[Extracted data entries]
_ _ _ _ _

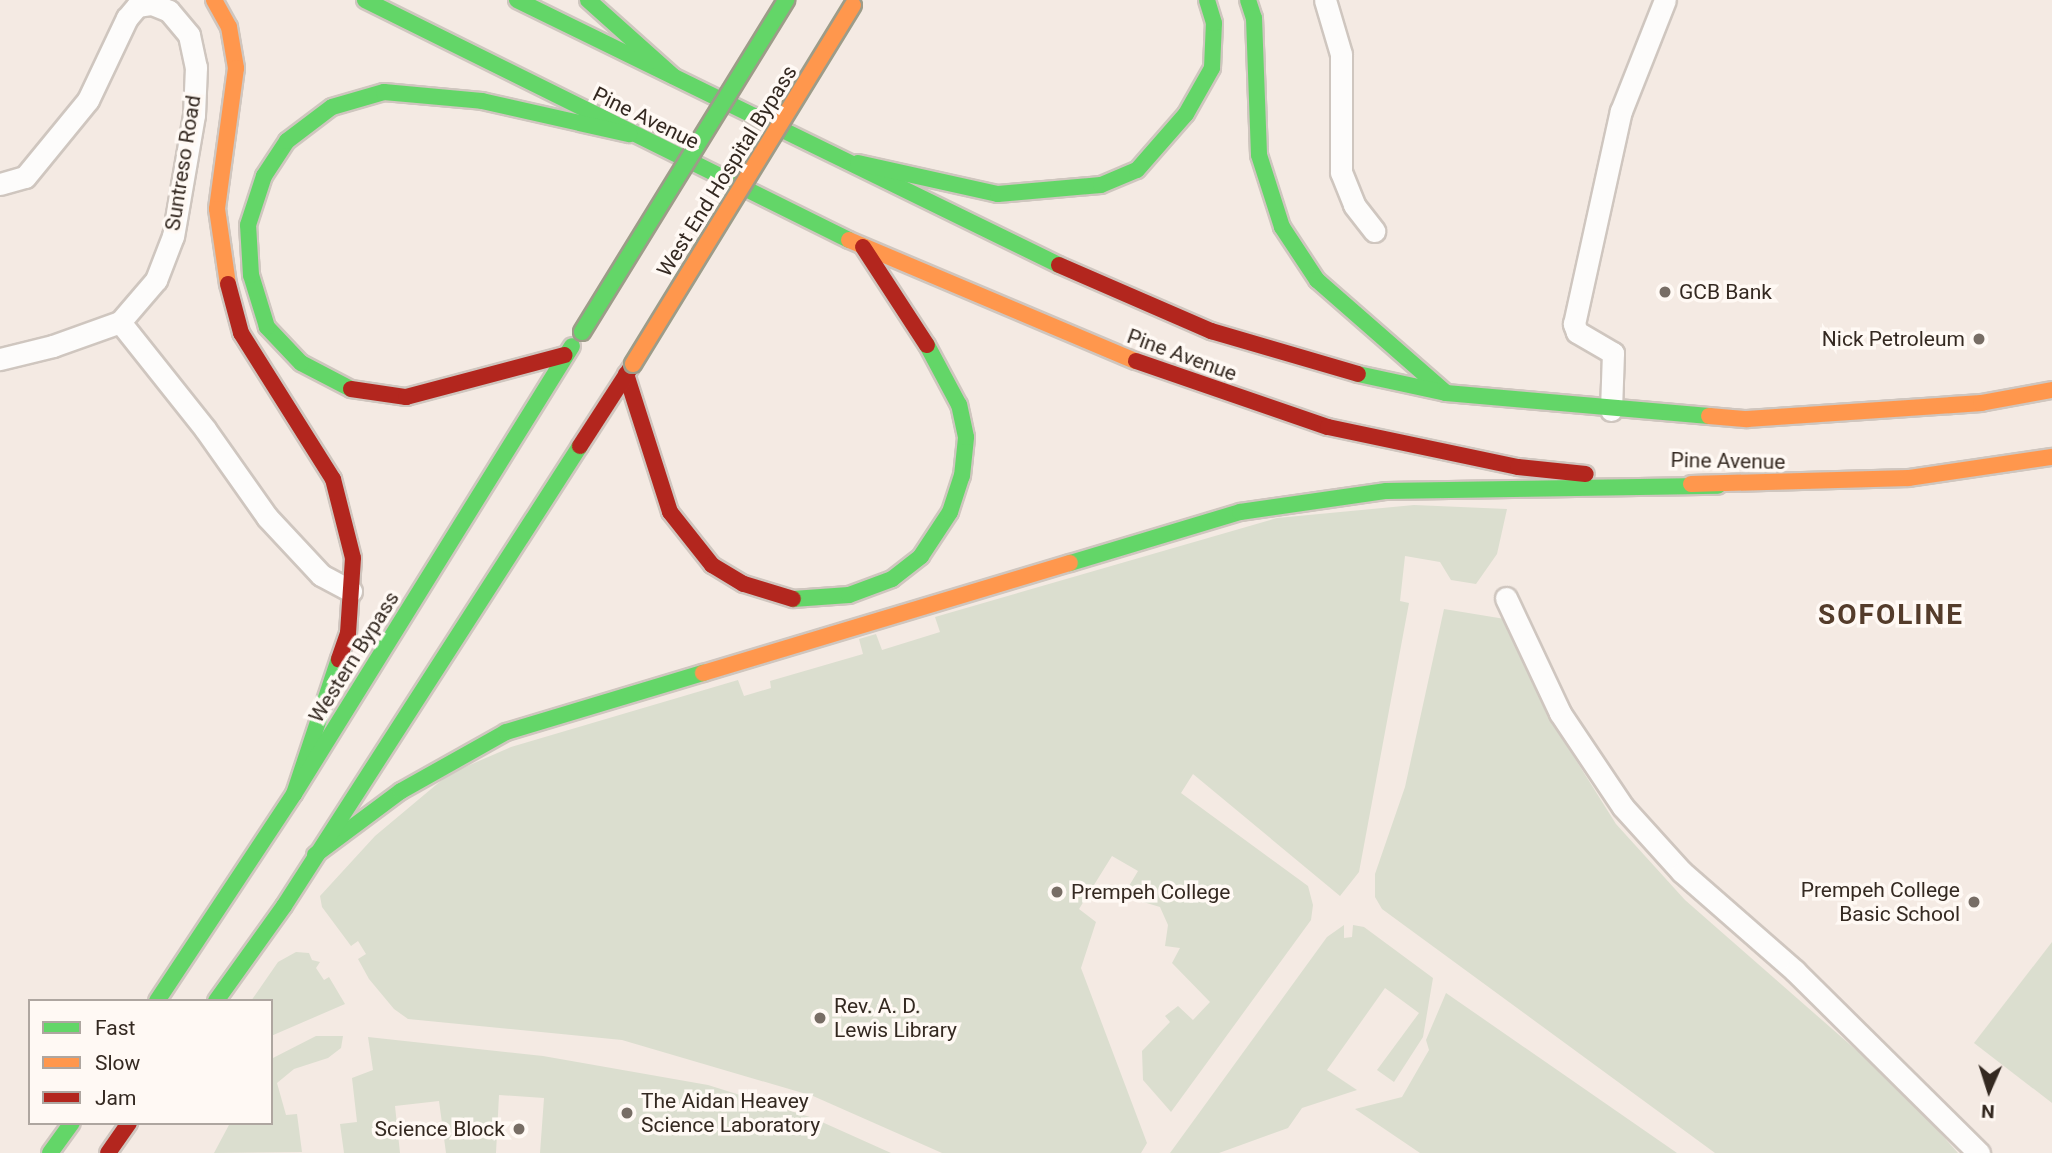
<!DOCTYPE html>
<style>
body{margin:0}
#map{position:relative;width:2052px;height:1153px;overflow:hidden;background:#f4eae3;font-family:Roboto,sans-serif}
div>[style]{position:absolute}
[style*='--x']{left:calc(var(--x)*1px);top:calc(var(--y)*1px);width:calc(var(--w)*1px);rotate:calc(var(--a)*1deg)}
.green>*{inset:0;background:#dbdecf}
.roads{filter:drop-shadow(2px 0 #cfc6bf) drop-shadow(-2px 0 #cfc6bf) drop-shadow(0 2px #cfc6bf) drop-shadow(0 -2px #cfc6bf)}
.street>*{height:21px;margin:-10.5px;padding:0 10.5px;transform-origin:10.5px;border-radius:10.5px;background:#fdfcfb}
.fast>*{height:16px;margin:-8px;padding:0 8px;transform-origin:8px;border-radius:8px;background:#63d668}
.slow>*{height:16px;margin:-8px;padding:0 8px;transform-origin:8px;border-radius:8px;background:#ff974d}
.jam>*{height:16px;margin:-8px;padding:0 8px;transform-origin:8px;border-radius:8px;background:#b3261e}
.bridges{filter:drop-shadow(2px 0 #9d9c89) drop-shadow(-2px 0 #9d9c89) drop-shadow(0 2px #9d9c89) drop-shadow(0 -2px #9d9c89)}
.fast-bridge>*{height:16px;margin:-8px;padding:0 8px;transform-origin:8px;border-radius:8px;background:#63d668}
.slow-bridge>*{height:16px;margin:-8px;padding:0 8px;transform-origin:8px;border-radius:8px;background:#ff974d}
.dots>*{width:19px;height:19px;translate:-50% -50%;box-sizing:border-box;border:4px solid #fff9f4;border-radius:50%}
span{translate:-50% -50%;white-space:nowrap;text-align:center;line-height:1.15;-webkit-text-stroke:7px #fff9f4;paint-order:stroke}
.street-label{font-size:21px;color:#342921}
.poi-label{font-size:21px;color:#342921}
.left{translate:0 -50%;text-align:left}
.right{translate:-100% -50%;text-align:right}
.district-label{font-size:28px;color:#543c2b;font-weight:700;letter-spacing:2px}
.legend{position:absolute;left:28px;top:999px;width:245px;height:126px;box-sizing:border-box;background:#fff9f4;border:2px solid #aea6a0;margin:0;padding:9px 12px;list-style:none;font-size:21px;color:#342921}
.legend li{display:flex;align-items:center;gap:14px;height:35px}
.legend b{width:35px;border:2px solid #aea6a0}
.north{position:absolute;left:1954px;top:1055px;width:70px;height:70px;-webkit-text-stroke:5px #fff9f4;paint-order:stroke;rotate:183deg;font-size:19px;font-weight:700;line-height:28px;text-align:center;color:#342921}
.north::after{content:'';display:block;margin:auto;width:24px;height:32px;background:#342921;clip-path:polygon(50% 0,100% 100%,50% 72%,0 100%)}
</style>
<div id="map">
<div class="green">
<i style="clip-path:polygon(1414px 505px,1507px 509px,1497px 554px,1476px 584px,1451px 580px,1440px 562px,1405px 556px,1400px 601px,1409px 603px,1359px 872px,1340px 896px,1193px 774px,1181px 793px,1308px 886px,1313px 905px,1311px 920px,1171px 1112px,1143px 1080px,1142px 1051px,1170px 1022px,1165px 1016px,1178px 1006px,1193px 1020px,1210px 1002px,1172px 963px,1180px 948px,1165px 946px,1168px 925px,1160px 907px,1123px 896px,1138px 871px,1112px 856px,1079px 909px,1096px 922px,1081px 968px,1147px 1143px,1141px 1153px,942px 1153px,813px 1096px,622px 1040px,408px 1019px,394px 1009px,369px 979px,358px 959px,366px 954px,358px 941px,351px 946px,322px 907px,320px 896px,375px 836px,449px 774px,511px 747px,738px 680px,744px 696px,771px 688px,770px 681px,863px 654px,859px 639px,876px 634px,882px 650px,940px 632px,935px 617px,1277px 518px)"></i>
<i style="clip-path:polygon(1444px 609px,1511px 620px,1552px 722px,1616px 824px,1685px 900px,1903px 1091px,1958px 1153px,1715px 1153px,1382px 909px,1375px 897px,1375px 874px,1405px 787px)"></i>
<i style="clip-path:polygon(1344px 925px,1344px 938px,1352px 937px,1353px 925px,1364px 927px,1433px 978px,1423px 1037px,1394px 1082px,1377px 1070px,1419px 1013px,1385px 988px,1327px 1070px,1357px 1090px,1302px 1108px,1288px 1128px,1219px 1153px,1170px 1153px,1327px 937px)"></i>
<i style="clip-path:polygon(2052px 942px,2052px 1103px,1974px 1043px)"></i>
<i style="clip-path:polygon(296px 952px,309px 953px,312px 960px,320px 962px,316px 968px,324px 980px,329px 977px,345px 1004px,271px 1036px,271px 1001px,251px 1001px,278px 962px)"></i>
<i style="clip-path:polygon(1446px 993px,1677px 1153px,1420px 1153px,1355px 1109px,1402px 1097px,1429px 1050px,1426px 1040px)"></i>
<i style="clip-path:polygon(316px 1036px,343px 1036px,341px 1048px,328px 1058px,294px 1069px,277px 1083px,286px 1115px,297px 1114px,302px 1152px,214px 1153px,230px 1123px,271px 1123px,271px 1059px)"></i>
<i style="clip-path:polygon(368px 1037px,543px 1056px,708px 1085px,813px 1118px,891px 1153px,540px 1153px,544px 1098px,499px 1095px,496px 1153px,446px 1153px,439px 1101px,395px 1106px,400px 1153px,344px 1153px,340px 1124px,357px 1122px,352px 1078px,373px 1070px)"></i>
</div>
<div class="roads">
<div class="street">
<i style="--x:1325;--y:0;--w:56;--a:73.5"></i>
<i style="--x:1341;--y:54;--w:118;--a:90"></i>
<i style="--x:1341;--y:172;--w:35;--a:68"></i>
<i style="--x:1354;--y:205;--w:33;--a:52"></i>
<i style="--x:0;--y:184;--w:26;--a:-16"></i>
<i style="--x:25;--y:177;--w:99;--a:-50.7"></i>
<i style="--x:88;--y:100;--w:91;--a:-64.6"></i>
<i style="--x:127;--y:18;--w:16;--a:-50"></i>
<i style="--x:137;--y:6;--w:15;--a:-8"></i>
<i style="--x:152;--y:4;--w:18;--a:22"></i>
<i style="--x:169;--y:11;--w:31;--a:50"></i>
<i style="--x:189;--y:35;--w:33;--a:78"></i>
<i style="--x:196;--y:67;--w:48;--a:92.4"></i>
<i style="--x:194;--y:115;--w:123;--a:99.8"></i>
<i style="--x:173;--y:236;--w:47;--a:111.1"></i>
<i style="--x:156;--y:280;--w:55;--a:130.6"></i>
<i style="--x:120;--y:322;--w:71;--a:160.3"></i>
<i style="--x:53;--y:346;--w:55;--a:166.2"></i>
<i style="--x:120;--y:322;--w:137;--a:51.5"></i>
<i style="--x:205;--y:429;--w:108;--a:54.8"></i>
<i style="--x:267;--y:517;--w:79;--a:47"></i>
<i style="--x:321;--y:575;--w:34;--a:28"></i>
<i style="--x:1611;--y:410;--w:57;--a:-88"></i>
<i style="--x:1613;--y:353;--w:42;--a:-149.7"></i>
<i style="--x:1577;--y:332;--w:9;--a:-111"></i>
<i style="--x:1574;--y:324;--w:218;--a:-77.6"></i>
<i style="--x:1621;--y:111;--w:119;--a:-68.4"></i>
<i style="--x:1506;--y:598;--w:127;--a:64.8"></i>
<i style="--x:1560;--y:713;--w:113;--a:56.2"></i>
<i style="--x:1623;--y:807;--w:88;--a:47.8"></i>
<i style="--x:1682;--y:872;--w:150;--a:41.2"></i>
<i style="--x:1795;--y:971;--w:259;--a:44.7"></i>
</div>
<div class="fast">
<i style="--x:365;--y:0;--w:540;--a:26.38"></i>
<i style="--x:517;--y:0;--w:603;--a:26.06"></i>
<i style="--x:588;--y:0;--w:114;--a:41.8"></i>
<i style="--x:1248;--y:0;--w:19;--a:72"></i>
<i style="--x:1254;--y:18;--w:137;--a:87.9"></i>
<i style="--x:1259;--y:155;--w:76;--a:72.3"></i>
<i style="--x:1282;--y:227;--w:64;--a:56.6"></i>
<i style="--x:1317;--y:280;--w:171;--a:41.2"></i>
<i style="--x:858;--y:163;--w:143;--a:12.5"></i>
<i style="--x:998;--y:194;--w:103;--a:-5"></i>
<i style="--x:1101;--y:185;--w:39;--a:-23"></i>
<i style="--x:1137;--y:170;--w:74;--a:-48.8"></i>
<i style="--x:1186;--y:114;--w:53;--a:-60.5"></i>
<i style="--x:1212;--y:68;--w:45;--a:-87.5"></i>
<i style="--x:1214;--y:23;--w:24;--a:-107"></i>
<i style="--x:1358;--y:374;--w:90;--a:12.2"></i>
<i style="--x:1446;--y:393;--w:264;--a:5"></i>
<i style="--x:351;--y:389;--w:56;--a:-152.5"></i>
<i style="--x:301;--y:363;--w:50;--a:-133.4"></i>
<i style="--x:267;--y:327;--w:54;--a:-107.1"></i>
<i style="--x:251;--y:275;--w:50;--a:-93.4"></i>
<i style="--x:248;--y:225;--w:52;--a:-71.9"></i>
<i style="--x:264;--y:176;--w:42;--a:-56.7"></i>
<i style="--x:287;--y:141;--w:56;--a:-37.1"></i>
<i style="--x:332;--y:107;--w:54;--a:-16.1"></i>
<i style="--x:384;--y:92;--w:98;--a:5.2"></i>
<i style="--x:482;--y:101;--w:151;--a:12.7"></i>
<i style="--x:1070;--y:563;--w:177;--a:-16.7"></i>
<i style="--x:1240;--y:512;--w:148;--a:-8.2"></i>
<i style="--x:1386;--y:491;--w:332;--a:-0.9"></i>
<i style="--x:793;--y:599;--w:56;--a:-4.1"></i>
<i style="--x:849;--y:595;--w:46;--a:-20.4"></i>
<i style="--x:892;--y:579;--w:37;--a:-38"></i>
<i style="--x:921;--y:556;--w:53;--a:-56.6"></i>
<i style="--x:950;--y:512;--w:38;--a:-72"></i>
<i style="--x:962;--y:476;--w:39;--a:-84"></i>
<i style="--x:966;--y:437;--w:33;--a:-102"></i>
<i style="--x:959;--y:405;--w:68;--a:-118.1"></i>
<i style="--x:294;--y:794;--w:142;--a:-71.6"></i>
<i style="--x:315;--y:855;--w:107;--a:-36.7"></i>
<i style="--x:401;--y:791;--w:120;--a:-29.3"></i>
<i style="--x:506;--y:732;--w:206;--a:-16.7"></i>
<i style="--x:157;--y:1001;--w:248;--a:-56.5"></i>
<i style="--x:294;--y:794;--w:527;--a:-58.18"></i>
<i style="--x:216;--y:1001;--w:117;--a:-54.4"></i>
<i style="--x:284;--y:906;--w:547;--a:-57.24"></i>
<i style="--x:50;--y:1153;--w:37;--a:-54"></i>
</div>
<div class="slow">
<i style="--x:214;--y:0;--w:31;--a:61"></i>
<i style="--x:229;--y:27;--w:42;--a:80.3"></i>
<i style="--x:236;--y:68;--w:142;--a:97.7"></i>
<i style="--x:217;--y:209;--w:76;--a:81.7"></i>
<i style="--x:849;--y:240;--w:311;--a:22.9"></i>
<i style="--x:1709;--y:416;--w:38;--a:5"></i>
<i style="--x:1747;--y:419;--w:235;--a:-3.9"></i>
<i style="--x:1981;--y:403;--w:72;--a:-10.4"></i>
<i style="--x:1691;--y:484;--w:218;--a:-1.6"></i>
<i style="--x:1909;--y:478;--w:145;--a:-8.4"></i>
<i style="--x:703;--y:673;--w:383;--a:-16.7"></i>
</div>
<div class="jam">
<i style="--x:863;--y:247;--w:117;--a:56.9"></i>
<i style="--x:1059;--y:265;--w:166;--a:23.5"></i>
<i style="--x:1211;--y:331;--w:153;--a:16.3"></i>
<i style="--x:228;--y:284;--w:51;--a:75.1"></i>
<i style="--x:241;--y:333;--w:173;--a:57.8"></i>
<i style="--x:333;--y:479;--w:81;--a:75.8"></i>
<i style="--x:353;--y:558;--w:75;--a:93.8"></i>
<i style="--x:348;--y:633;--w:28;--a:109"></i>
<i style="--x:1136;--y:361;--w:203;--a:19"></i>
<i style="--x:1328;--y:427;--w:194;--a:11.9"></i>
<i style="--x:1518;--y:467;--w:68;--a:5.9"></i>
<i style="--x:626;--y:374;--w:145;--a:72.3"></i>
<i style="--x:670;--y:512;--w:68;--a:51.6"></i>
<i style="--x:712;--y:565;--w:37;--a:31"></i>
<i style="--x:744;--y:584;--w:51;--a:17"></i>
<i style="--x:351;--y:389;--w:56;--a:8.3"></i>
<i style="--x:406;--y:397;--w:164;--a:-14.8"></i>
<i style="--x:580;--y:446;--w:98;--a:-57.1"></i>
<i style="--x:108;--y:1153;--w:37;--a:-55"></i>
</div>
</div>
<div class="bridges">
<div class="fast-bridge">
<i style="--x:582;--y:332;--w:390;--a:-58.4"></i>
</div>
<div class="slow-bridge">
<i style="--x:633;--y:364;--w:421;--a:-58.5"></i>
</div>
</div>
<div class="dots">
<i style="left:1665px;top:292px;background:#776d65"></i>
<i style="left:1979px;top:339px;background:#776d65"></i>
<i style="left:1057px;top:892px;background:#776d65"></i>
<i style="left:1974px;top:902px;background:#776d65"></i>
<i style="left:820px;top:1018px;background:#776d65"></i>
<i style="left:627px;top:1113px;background:#776d65"></i>
<i style="left:519px;top:1129px;background:#776d65"></i>
</div>
<div class="street-label">
<span style="left:646px;top:118px;rotate:26deg">Pine Avenue</span>
<span style="left:183px;top:163px;rotate:-81deg">Suntreso Road</span>
<span style="left:727px;top:171px;rotate:-58deg">West End Hospital Bypass</span>
<span style="left:1182px;top:355px;rotate:20deg">Pine Avenue</span>
<span style="left:1728px;top:461px;rotate:1deg">Pine Avenue</span>
<span style="left:354px;top:657px;rotate:-58deg">Western Bypass</span>
</div>
<div class="poi-label">
<span class="left" style="left:1679px;top:292px">GCB Bank</span>
<span class="right" style="left:1965px;top:339px">Nick Petroleum</span>
<span class="right" style="left:1960px;top:902px">Prempeh College<br>Basic School</span>
<span class="left" style="left:1071px;top:892px">Prempeh College</span>
<span class="left" style="left:834px;top:1018px">Rev. A. D.<br>Lewis Library</span>
<span class="left" style="left:641px;top:1113px">The Aidan Heavey<br>Science Laboratory</span>
<span class="right" style="left:505px;top:1129px">Science Block</span>
</div>
<div class="district-label">
<span style="left:1891px;top:615px">SOFOLINE</span>
</div>
<ul class="legend">
<li><b style="height:9px;background:#63d668"></b>Fast</li>
<li><b style="height:9px;background:#ff974d"></b>Slow</li>
<li><b style="height:9px;background:#b3261e"></b>Jam</li>
</ul>
<div class="north">N</div>
</div>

_ _ _ _ _

● WORK TO BE COMPLETED:
From the entries above, list each line with "size" in it.

● ANSWER TO THIS PROBLEM:
.street-label{font-size:21px;color:#342921}
.poi-label{font-size:21px;color:#342921}
.district-label{font-size:28px;color:#543c2b;font-weight:700;letter-spacing:2px}
.legend{position:absolute;left:28px;top:999px;width:245px;height:126px;box-sizing:border-box;background:#fff9f4;border:2px solid #aea6a0;margin:0;padding:9px 12px;list-style:none;font-size:21px;color:#342921}
.north{position:absolute;left:1954px;top:1055px;width:70px;height:70px;-webkit-text-stroke:5px #fff9f4;paint-order:stroke;rotate:183deg;font-size:19px;font-weight:700;line-height:28px;text-align:center;color:#342921}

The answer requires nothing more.